The Caucasus mountains go through Georgia, and people say that they are very beautiful; they rise from the Black Sea to over 16,000 ft in the North, and a little lower in the South. The country may be named for St George, and their national flag has five St George crosses on it. One of their kings was named “King George the Brilliant” which is kind of fantastic. Why is St George such a popular national saint in so many places? I still need to find out more about him — Syria is in love with him, and Georgia, and England. Their great medieval poem is The Knight in the Panther’s Skin. It’s the location of the fabled golden fleece, sought by the argonauts. They share borders with Turkey, Russia, Armenia, and Azerbaijan, between the Black and Caspian Seas, with coast on the Black Sea. I had never heard of Azerbaijan before just now, but it has a fantastic name. Singe George the Brilliant in the 13th century, Georgia has been conquered by the Mongols, Persians, Ottomans, and Russians (who, after signing an alliance treaty on account of shared religion, later broke their word and annexed Georgia, but did at least prevent the Persians from once again sacking Tbilisi), and later defended their borders against the Ottomans (this is in the 19th century).
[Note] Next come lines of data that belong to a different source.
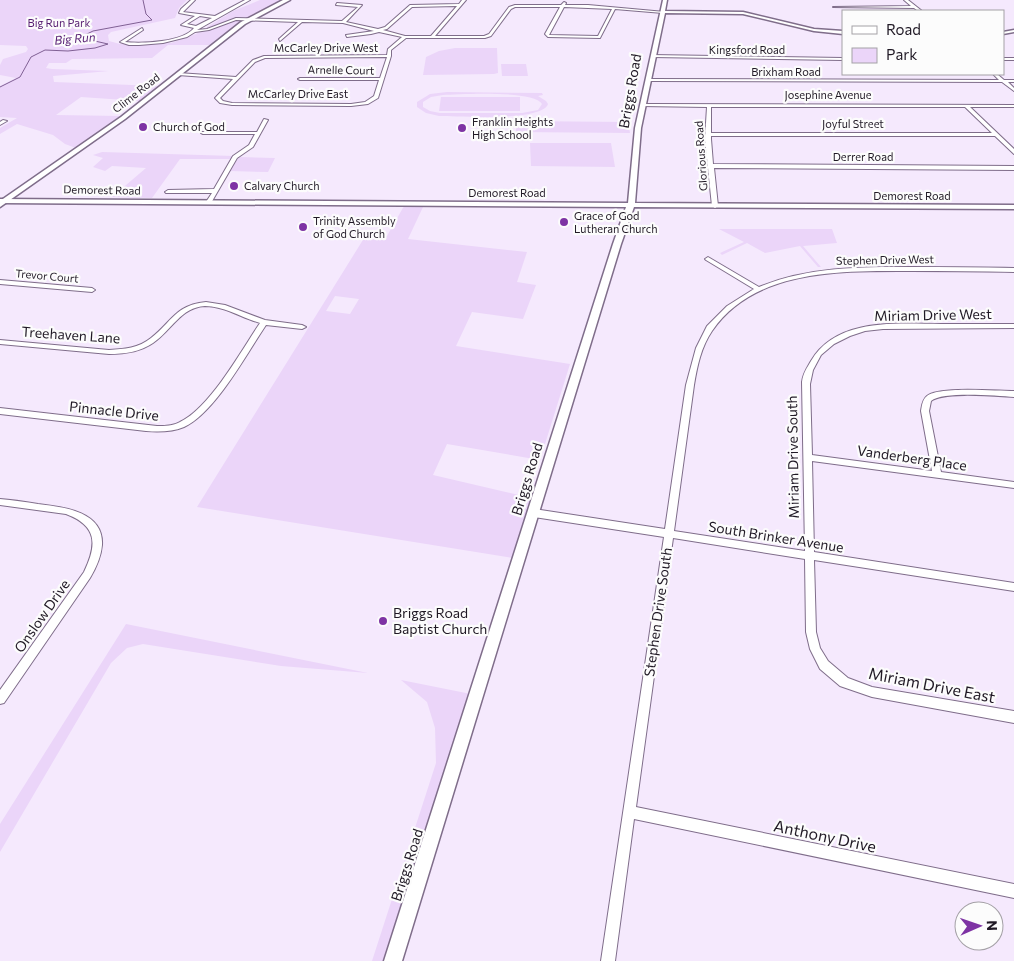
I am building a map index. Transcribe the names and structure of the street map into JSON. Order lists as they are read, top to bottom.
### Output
{
  "streets": {
    "main road": ["Clime Road"],
    "street": [
      "McCarley Drive West",
      "Kingsford Road",
      "Arnelle Court",
      "Brixham Road",
      "Briggs Road",
      "McCarley Drive East",
      "Josephine Avenue",
      "Joyful Street",
      "Glorious Road",
      "Derrer Road",
      "Demorest Road",
      "Stephen Drive West",
      "Trevor Court",
      "Miriam Drive West",
      "Treehaven Lane",
      "Pinnacle Drive",
      "Miriam Drive South",
      "Vanderberg Place",
      "South Brinker Avenue",
      "Stephen Drive South",
      "Onslow Drive",
      "Miriam Drive East",
      "Anthony Drive"
    ]
  },
  "crossings": [
    ["McCarley Drive West", "McCarley Drive East"],
    ["Kingsford Road", "Briggs Road"],
    ["Arnelle Court", "McCarley Drive East"],
    ["Brixham Road", "Briggs Road"],
    ["Briggs Road", "Josephine Avenue"],
    ["Briggs Road", "Demorest Road"],
    ["Briggs Road", "South Brinker Avenue"],
    ["Clime Road", "Demorest Road"],
    ["Josephine Avenue", "Glorious Road"],
    ["Joyful Street", "Glorious Road"],
    ["Glorious Road", "Derrer Road"],
    ["Glorious Road", "Demorest Road"],
    ["Stephen Drive West", "Stephen Drive South"],
    ["Miriam Drive West", "Miriam Drive South"],
    ["Treehaven Lane", "Pinnacle Drive"],
    ["Miriam Drive South", "Vanderberg Place"],
    ["Miriam Drive South", "South Brinker Avenue"],
    ["Miriam Drive South", "Miriam Drive East"],
    ["South Brinker Avenue", "Stephen Drive South"],
    ["Stephen Drive South", "Anthony Drive"]
  ],
  "water": ["Big Run"],
  "parks": ["Big Run Park"],
  "places": [
    "Church of God",
    "Franklin Heights High School",
    "Calvary Church",
    "Grace of God Lutheran Church",
    "Trinity Assembly of God Church",
    "Briggs Road Baptist Church"
  ],
  "legend": ["Road", "Park"],
  "north": "right"
}
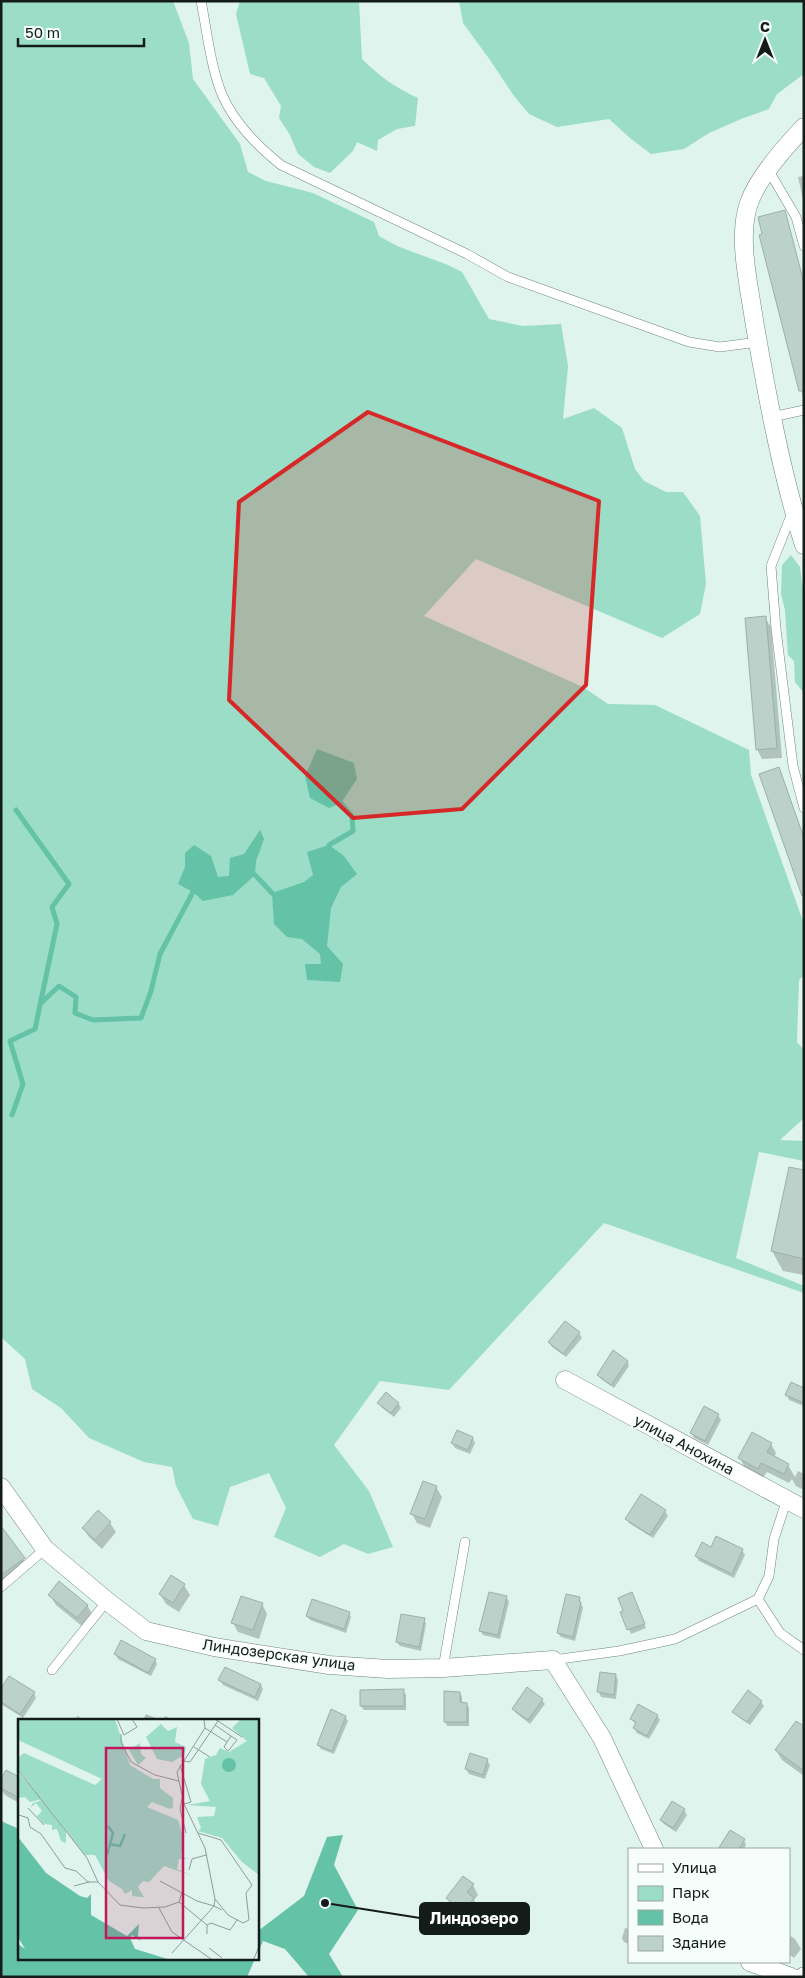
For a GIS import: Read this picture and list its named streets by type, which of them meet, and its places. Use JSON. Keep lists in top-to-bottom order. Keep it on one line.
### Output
{"streets":{"street":["улица Анохина","Линдозерская улица"]},"places":["Линдозеро"],"legend":["Улица","Парк","Вода","Здание"],"scale_bar":"50 m","north":"top"}
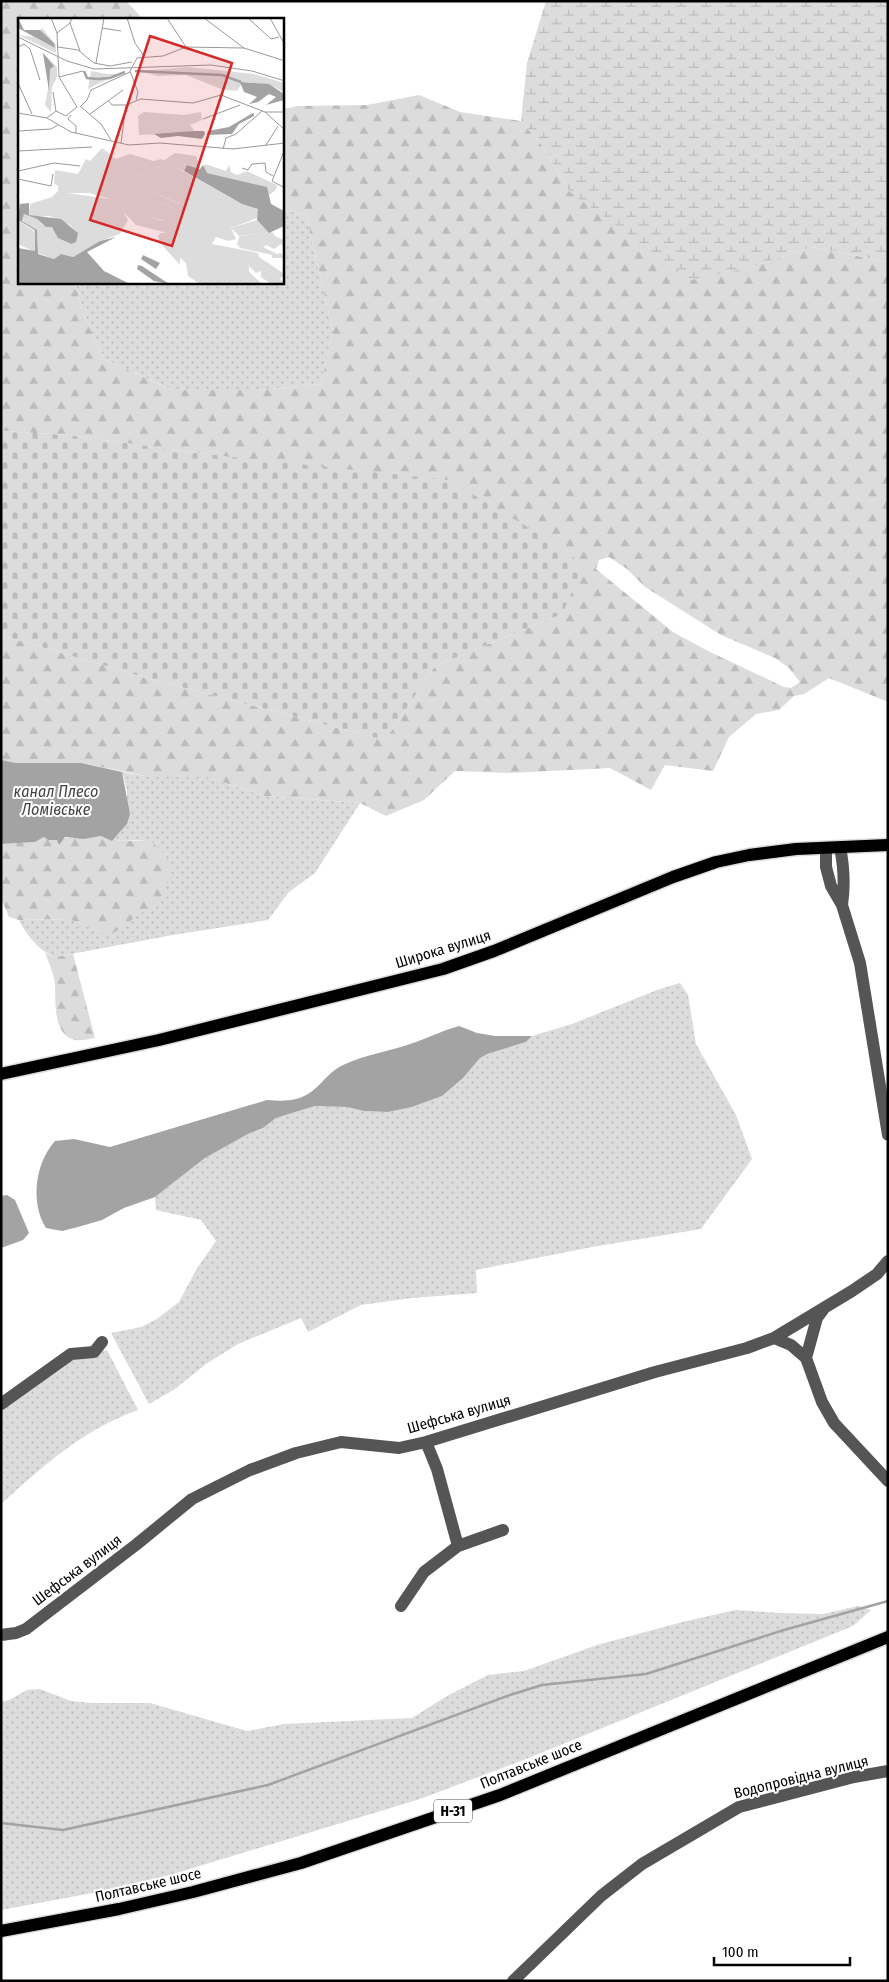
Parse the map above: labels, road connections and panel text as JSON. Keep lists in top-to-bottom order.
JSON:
{
  "streets": {
    "main road": ["Широка вулиця", "Полтавське шосе", "Н-31"],
    "street": ["Шефська вулиця", "Водопровідна вулиця"]
  },
  "water": ["канал Плесо Ломівське"],
  "scale_bar": "100 m"
}
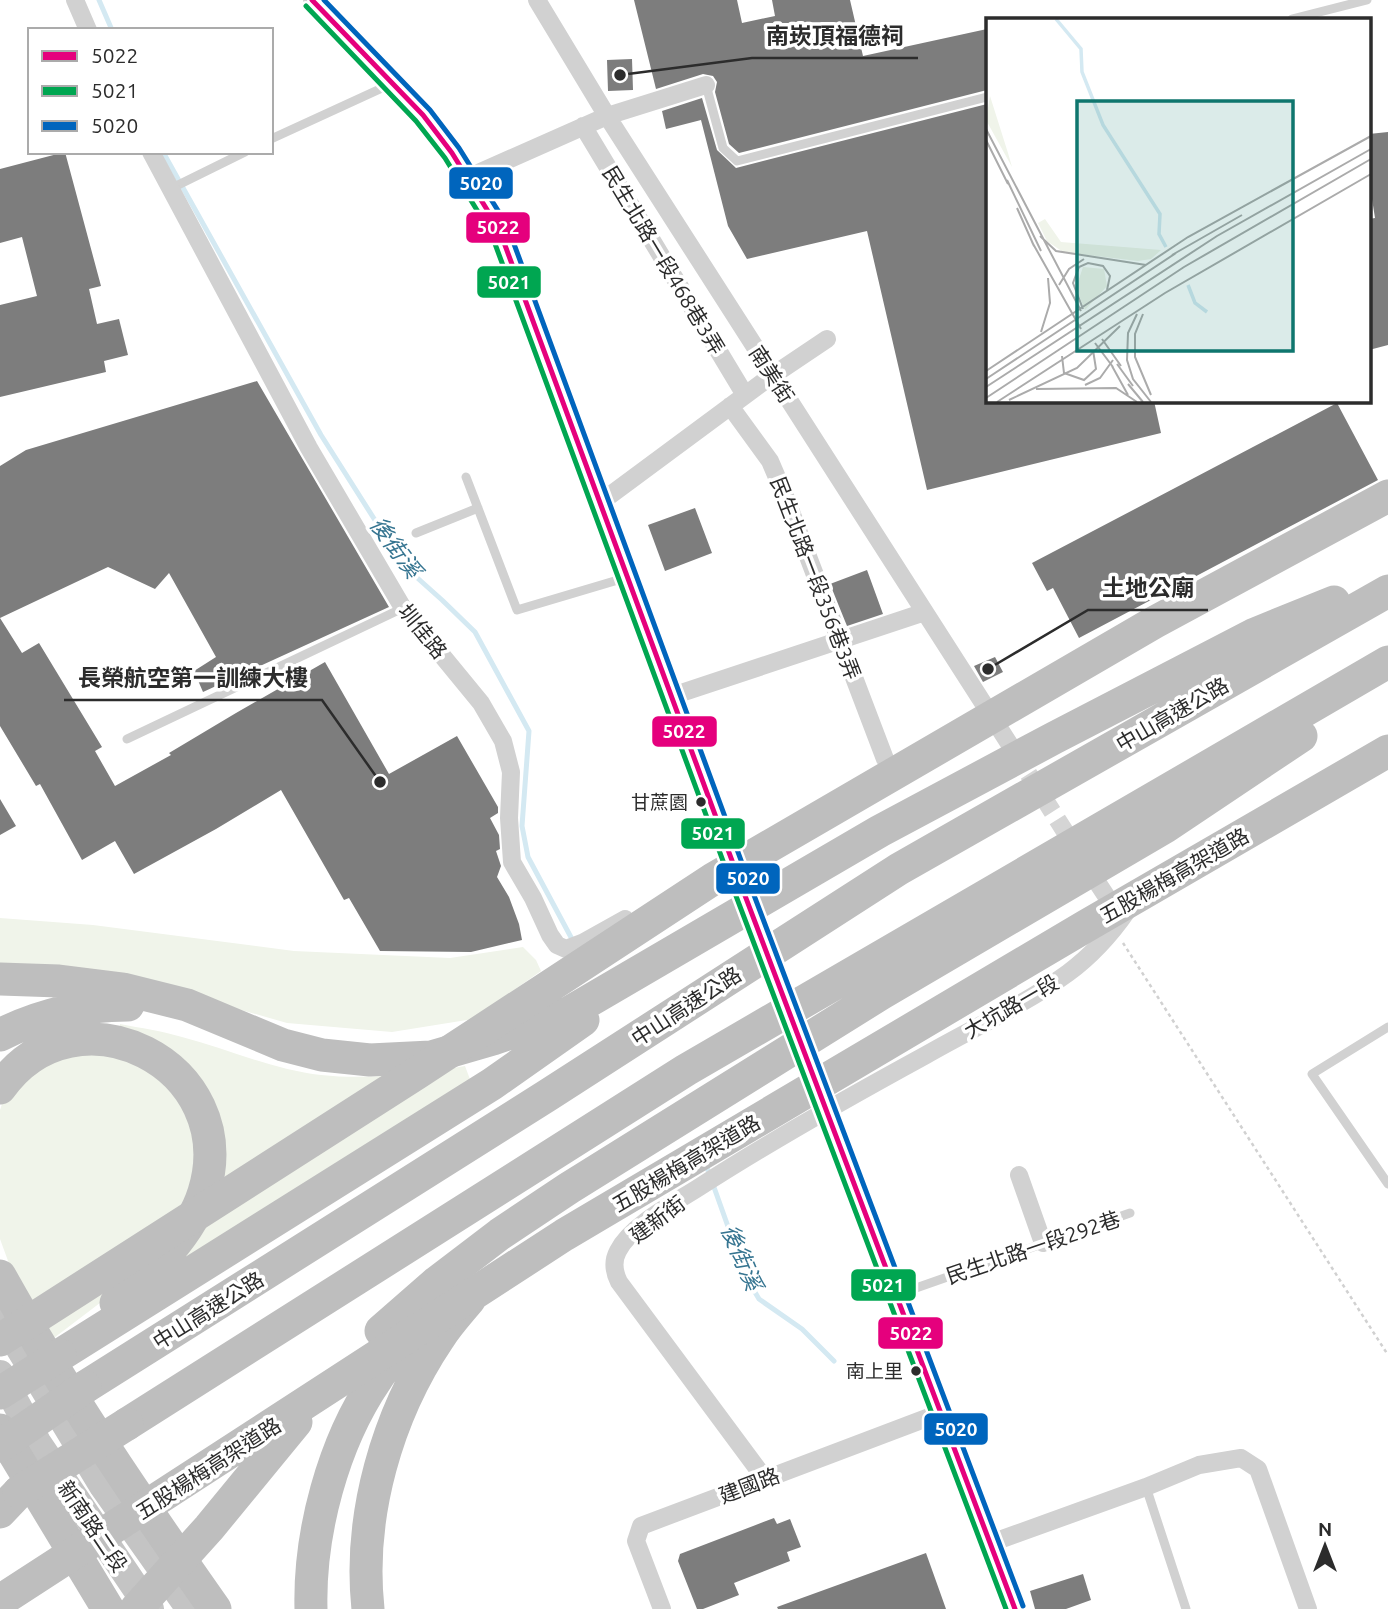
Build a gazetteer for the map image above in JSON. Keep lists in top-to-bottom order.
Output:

In the midst of the Russian civil war, Georgia regained independence for a short time, from May 1918 to February 1921, when they were defeated by the Red Army — but even that was had in the midst of a war with Armenia and British intervention. After again declaring independence from the post USSR Russia in 1991, Georgia’s most recent conflict with Russia has been in 2008 (!?!), for reasons that are obscure to me (as most reasons for most wars tend to be). They’re friendly with the EU (whom they would like to join), NATO Armenia, Azerbaijan, and America, and sent some military forces with us into Afghanistan and Iraq. Looking at a map, that makes sense — they’re less than 300 miles from Iraq.